Hardliner Candidates Still Split as Iran Election Nears

 June 14, 2013

Split vote likely to result in run-off poll

As Friday’s Iranian presidential election nears, the three hardliner candidates, Akbar Velayati, Mohammad Ghalibaf and Saeed Jalili, have failed to unanimously agree on one candidate, potentially leading to the election ending in a run-off. 

Iran News Update (INU) today reported that the three hardliners are being put under pressure by several prominent clerics within the Iranian Revolutionary Guard Corps (IRGC), close to Iran’s Supreme Leader, Ali Khamenei’s, to form a coalition in support of one candidate.

 “A coalition of hardliners is a political necessity and the dismissal of it, not repairable,” said Cleric Ahmad Khatami, an influential member of the teachers of the theological seminary in Qom.

In past elections the Khamenei’s choice candidate has been widely known and supported. Khamenei’s candidate in this Friday’s Iranian Presidential Election however, is currently unknown.  All signs point to Saeed Jalili, current Secretary of the Supreme National Security Council, as Khamenei’s top choice. 

Although Khamenei has not said in any public speeches or during his closed-door meetings with the commanders of the IRGC his opinion on the candidates, even though others within Khamenei’s circle have spoken in support of Jalili. The head of the Khomeini Institute and leader of the regime’s “resistance front,” Mohammad Taghi Mesbah Yazdi is supporting Saeed Jalili’s candidacy. Yazdi has called other candidates “self-interest seekers” and “ignorant.”  

This uncertainty regarding Khamenei’s choice candidate is rare and could be an indication of the Supreme Leader’s current state of vulnerability and political weakness within Iran. 

To add to the uncertainty former president of the Iranian Regime Ali Akbar Hashemi Rafsanjani has gone against Khamenei and endorsed presidential candidate Hassan Rohani.  Rafsanjani warned of the “dangerous state” of the Regime and accused the current leaders of ‘mismanagement and extremism’ that is paving the way for more crippling sanctions by the international community.  
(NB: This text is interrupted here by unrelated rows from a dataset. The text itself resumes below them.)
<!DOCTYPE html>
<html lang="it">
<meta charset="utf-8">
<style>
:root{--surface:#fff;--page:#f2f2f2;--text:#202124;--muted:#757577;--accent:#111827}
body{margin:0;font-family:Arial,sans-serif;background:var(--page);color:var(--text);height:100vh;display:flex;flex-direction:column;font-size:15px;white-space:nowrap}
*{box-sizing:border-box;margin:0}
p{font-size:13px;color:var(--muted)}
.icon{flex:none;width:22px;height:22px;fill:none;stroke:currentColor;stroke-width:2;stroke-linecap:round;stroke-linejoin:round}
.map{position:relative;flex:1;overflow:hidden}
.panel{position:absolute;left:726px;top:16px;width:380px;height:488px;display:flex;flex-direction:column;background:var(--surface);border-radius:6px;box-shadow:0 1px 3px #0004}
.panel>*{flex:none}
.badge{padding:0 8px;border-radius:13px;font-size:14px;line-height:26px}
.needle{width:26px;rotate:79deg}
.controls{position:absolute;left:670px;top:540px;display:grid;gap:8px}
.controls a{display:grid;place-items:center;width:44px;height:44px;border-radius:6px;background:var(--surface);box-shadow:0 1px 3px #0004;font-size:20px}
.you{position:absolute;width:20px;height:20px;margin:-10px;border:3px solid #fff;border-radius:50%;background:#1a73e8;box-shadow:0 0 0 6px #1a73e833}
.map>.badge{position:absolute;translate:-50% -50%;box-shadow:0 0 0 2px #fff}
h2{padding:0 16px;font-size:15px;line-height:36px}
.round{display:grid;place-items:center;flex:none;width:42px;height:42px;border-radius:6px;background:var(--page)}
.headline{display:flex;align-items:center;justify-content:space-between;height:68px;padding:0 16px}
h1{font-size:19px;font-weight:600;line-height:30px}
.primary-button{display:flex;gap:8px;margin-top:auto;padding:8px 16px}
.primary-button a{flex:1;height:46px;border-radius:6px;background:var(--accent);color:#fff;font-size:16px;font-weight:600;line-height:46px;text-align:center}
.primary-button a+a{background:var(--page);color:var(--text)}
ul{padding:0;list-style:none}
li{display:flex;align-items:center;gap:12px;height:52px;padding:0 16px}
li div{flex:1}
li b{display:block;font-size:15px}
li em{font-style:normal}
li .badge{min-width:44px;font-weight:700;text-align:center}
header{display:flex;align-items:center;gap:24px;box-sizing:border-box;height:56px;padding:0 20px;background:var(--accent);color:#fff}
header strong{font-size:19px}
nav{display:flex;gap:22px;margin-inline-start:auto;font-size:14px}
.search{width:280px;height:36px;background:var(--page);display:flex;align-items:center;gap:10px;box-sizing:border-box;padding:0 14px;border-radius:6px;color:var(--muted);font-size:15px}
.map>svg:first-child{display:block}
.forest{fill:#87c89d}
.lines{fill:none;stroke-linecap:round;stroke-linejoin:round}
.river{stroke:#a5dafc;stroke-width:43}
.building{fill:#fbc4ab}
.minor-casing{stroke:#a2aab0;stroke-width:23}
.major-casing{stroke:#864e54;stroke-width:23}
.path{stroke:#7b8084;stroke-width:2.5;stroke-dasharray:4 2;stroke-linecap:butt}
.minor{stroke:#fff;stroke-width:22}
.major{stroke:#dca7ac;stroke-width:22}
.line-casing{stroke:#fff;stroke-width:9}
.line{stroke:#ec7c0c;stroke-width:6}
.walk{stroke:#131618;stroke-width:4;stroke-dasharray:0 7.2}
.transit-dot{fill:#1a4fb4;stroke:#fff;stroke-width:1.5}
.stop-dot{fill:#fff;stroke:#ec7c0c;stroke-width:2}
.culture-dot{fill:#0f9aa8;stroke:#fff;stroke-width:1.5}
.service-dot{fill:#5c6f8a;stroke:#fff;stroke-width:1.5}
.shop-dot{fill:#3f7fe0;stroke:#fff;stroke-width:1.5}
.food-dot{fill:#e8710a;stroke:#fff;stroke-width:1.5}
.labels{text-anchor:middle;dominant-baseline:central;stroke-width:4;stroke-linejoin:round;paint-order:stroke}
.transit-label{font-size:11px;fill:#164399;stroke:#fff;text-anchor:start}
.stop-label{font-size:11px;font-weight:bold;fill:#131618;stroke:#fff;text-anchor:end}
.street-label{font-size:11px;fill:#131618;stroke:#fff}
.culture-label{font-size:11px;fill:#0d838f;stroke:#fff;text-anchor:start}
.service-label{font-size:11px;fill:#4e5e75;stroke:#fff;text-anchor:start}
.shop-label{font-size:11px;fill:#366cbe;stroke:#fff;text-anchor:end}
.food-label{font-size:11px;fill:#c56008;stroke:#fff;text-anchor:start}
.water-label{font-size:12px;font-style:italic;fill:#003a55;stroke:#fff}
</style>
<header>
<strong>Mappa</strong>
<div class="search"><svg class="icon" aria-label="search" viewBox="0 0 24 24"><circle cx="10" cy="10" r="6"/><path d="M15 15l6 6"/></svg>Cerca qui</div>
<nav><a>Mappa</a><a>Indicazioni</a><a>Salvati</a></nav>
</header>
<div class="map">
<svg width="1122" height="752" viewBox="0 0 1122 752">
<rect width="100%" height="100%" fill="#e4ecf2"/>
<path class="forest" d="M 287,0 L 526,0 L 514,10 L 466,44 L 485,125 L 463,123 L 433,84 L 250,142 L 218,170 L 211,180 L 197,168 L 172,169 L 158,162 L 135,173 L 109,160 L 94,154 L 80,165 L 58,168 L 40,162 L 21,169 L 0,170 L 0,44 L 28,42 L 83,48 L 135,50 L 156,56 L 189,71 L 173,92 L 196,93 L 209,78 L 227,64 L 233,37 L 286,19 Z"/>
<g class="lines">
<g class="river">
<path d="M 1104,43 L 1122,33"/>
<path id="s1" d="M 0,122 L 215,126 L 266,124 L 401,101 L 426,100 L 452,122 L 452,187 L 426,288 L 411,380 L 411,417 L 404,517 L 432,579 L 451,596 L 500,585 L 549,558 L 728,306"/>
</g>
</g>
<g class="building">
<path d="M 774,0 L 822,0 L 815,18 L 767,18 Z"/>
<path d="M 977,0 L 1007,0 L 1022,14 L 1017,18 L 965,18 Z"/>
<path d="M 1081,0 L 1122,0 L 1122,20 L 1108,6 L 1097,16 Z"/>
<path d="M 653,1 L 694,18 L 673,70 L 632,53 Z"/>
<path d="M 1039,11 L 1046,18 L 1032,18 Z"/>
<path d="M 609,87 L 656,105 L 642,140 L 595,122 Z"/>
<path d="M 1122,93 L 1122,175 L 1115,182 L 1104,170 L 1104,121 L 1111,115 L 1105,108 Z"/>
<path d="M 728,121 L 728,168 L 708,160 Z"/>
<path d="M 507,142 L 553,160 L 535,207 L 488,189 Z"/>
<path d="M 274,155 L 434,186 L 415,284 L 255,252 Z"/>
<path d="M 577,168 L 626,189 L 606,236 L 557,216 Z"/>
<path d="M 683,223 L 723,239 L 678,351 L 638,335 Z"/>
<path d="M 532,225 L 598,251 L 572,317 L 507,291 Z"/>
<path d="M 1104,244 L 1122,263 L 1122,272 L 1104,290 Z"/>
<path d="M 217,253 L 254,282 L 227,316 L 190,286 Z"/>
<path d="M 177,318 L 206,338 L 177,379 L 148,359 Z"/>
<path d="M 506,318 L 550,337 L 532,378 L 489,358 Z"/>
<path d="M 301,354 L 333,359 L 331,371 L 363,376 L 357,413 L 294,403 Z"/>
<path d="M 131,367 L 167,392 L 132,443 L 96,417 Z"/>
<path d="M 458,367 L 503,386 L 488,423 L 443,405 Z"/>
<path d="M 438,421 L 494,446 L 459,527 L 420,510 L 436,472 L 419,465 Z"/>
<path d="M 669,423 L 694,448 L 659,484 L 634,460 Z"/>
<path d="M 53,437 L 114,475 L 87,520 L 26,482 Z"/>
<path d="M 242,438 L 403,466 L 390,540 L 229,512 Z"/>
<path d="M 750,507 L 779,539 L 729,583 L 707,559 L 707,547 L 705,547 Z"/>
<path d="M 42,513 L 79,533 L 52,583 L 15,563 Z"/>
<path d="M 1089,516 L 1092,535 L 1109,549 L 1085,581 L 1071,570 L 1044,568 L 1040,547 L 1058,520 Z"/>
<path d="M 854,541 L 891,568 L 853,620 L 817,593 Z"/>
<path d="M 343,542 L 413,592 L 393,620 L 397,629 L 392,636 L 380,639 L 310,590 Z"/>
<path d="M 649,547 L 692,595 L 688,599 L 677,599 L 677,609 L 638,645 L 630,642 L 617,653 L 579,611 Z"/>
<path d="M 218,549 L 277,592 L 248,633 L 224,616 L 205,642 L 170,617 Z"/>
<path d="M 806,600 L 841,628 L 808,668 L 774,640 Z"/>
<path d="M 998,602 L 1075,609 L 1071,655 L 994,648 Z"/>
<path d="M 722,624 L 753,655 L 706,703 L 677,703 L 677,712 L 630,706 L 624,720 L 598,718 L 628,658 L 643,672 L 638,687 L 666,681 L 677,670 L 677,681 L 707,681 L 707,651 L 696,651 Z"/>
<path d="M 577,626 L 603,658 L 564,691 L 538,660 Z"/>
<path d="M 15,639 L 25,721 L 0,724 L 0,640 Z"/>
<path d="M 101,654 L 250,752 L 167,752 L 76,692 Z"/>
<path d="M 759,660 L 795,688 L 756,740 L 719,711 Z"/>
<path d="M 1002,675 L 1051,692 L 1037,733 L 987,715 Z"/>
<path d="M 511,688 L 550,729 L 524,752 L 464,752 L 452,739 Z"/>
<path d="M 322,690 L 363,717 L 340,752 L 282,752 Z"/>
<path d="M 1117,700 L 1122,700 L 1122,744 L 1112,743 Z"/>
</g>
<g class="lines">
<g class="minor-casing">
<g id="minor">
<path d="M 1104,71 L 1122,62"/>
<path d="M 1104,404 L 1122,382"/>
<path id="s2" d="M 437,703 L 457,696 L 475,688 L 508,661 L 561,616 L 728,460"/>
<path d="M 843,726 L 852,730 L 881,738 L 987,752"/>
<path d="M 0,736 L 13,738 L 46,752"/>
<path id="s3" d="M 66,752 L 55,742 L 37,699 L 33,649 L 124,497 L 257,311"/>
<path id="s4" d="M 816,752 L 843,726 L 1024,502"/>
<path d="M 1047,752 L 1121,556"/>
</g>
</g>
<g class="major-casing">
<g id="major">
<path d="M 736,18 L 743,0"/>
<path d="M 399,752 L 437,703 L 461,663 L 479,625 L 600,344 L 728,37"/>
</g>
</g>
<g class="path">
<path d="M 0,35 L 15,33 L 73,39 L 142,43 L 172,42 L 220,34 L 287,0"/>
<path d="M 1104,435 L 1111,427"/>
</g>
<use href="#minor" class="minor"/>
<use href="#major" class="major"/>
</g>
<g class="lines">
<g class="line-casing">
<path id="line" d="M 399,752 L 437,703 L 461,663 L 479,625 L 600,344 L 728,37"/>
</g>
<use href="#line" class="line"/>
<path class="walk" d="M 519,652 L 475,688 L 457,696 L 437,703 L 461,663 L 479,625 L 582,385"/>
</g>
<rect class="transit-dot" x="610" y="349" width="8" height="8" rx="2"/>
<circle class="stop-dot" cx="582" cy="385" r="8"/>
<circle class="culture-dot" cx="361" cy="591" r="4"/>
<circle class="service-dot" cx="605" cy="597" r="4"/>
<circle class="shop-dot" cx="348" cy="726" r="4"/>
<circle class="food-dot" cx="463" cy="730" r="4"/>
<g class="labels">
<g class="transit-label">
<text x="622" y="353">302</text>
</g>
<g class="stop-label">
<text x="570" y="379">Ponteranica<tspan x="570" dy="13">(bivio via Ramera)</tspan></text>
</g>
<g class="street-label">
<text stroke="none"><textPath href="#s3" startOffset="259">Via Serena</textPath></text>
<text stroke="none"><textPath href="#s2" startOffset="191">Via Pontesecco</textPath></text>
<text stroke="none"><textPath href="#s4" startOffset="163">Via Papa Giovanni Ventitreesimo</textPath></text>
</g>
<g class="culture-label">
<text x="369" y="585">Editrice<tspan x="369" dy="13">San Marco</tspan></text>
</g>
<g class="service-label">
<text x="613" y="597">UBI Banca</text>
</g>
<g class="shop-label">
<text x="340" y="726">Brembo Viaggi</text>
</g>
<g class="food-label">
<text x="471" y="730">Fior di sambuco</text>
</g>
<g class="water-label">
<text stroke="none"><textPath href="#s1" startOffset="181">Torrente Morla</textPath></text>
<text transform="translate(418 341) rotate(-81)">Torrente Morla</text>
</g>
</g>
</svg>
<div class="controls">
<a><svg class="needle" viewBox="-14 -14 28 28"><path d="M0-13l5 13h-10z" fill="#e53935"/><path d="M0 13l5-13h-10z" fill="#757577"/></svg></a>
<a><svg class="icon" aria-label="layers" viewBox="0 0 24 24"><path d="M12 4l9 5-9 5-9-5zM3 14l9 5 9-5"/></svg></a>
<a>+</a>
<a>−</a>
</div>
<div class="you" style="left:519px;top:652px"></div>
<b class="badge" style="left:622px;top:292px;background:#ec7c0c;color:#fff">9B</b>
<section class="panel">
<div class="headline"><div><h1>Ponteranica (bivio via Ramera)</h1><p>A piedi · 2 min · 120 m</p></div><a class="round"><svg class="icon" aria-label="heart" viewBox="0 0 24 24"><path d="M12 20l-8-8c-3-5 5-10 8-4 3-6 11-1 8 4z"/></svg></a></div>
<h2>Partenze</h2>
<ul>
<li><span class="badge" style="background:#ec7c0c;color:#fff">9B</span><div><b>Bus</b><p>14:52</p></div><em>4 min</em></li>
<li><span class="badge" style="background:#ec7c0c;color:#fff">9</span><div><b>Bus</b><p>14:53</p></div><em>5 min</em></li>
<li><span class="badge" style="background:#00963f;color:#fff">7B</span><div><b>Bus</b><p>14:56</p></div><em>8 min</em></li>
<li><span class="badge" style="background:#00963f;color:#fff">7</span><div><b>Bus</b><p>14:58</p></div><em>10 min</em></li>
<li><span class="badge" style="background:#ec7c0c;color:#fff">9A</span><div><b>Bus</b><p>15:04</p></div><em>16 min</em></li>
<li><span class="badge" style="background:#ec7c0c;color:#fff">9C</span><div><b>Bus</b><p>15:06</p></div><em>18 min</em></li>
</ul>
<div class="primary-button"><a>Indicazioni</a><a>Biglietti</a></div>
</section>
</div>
“The current state of the regime is very dangerous and our leaders must understand the demands of the young and return the country to its rightful place, instead of settling the stage for more sanctions by mismanagement and extremism,” said Rafsanjani.  

In Iran’s 2005 presidential election, the Supreme Leader’s candidate was Ahamadi Nejad, who had been close with Khamenei since 2003. Nejad was ultimately elected in 2005 through alleged electoral rigging. Again, in the 2009 election, Khamenei applied his IRGC rigging, ensuring Nejad’s second term. 

Since the 2009 election however, Khamenei has been facing serious trouble within his inner cliques. Divisions within his inner circles have become so prolific that Khamenei, while addressing the heads of the three branches of government recently, harshly warned that “If you make your differences public you will be committing treachery!”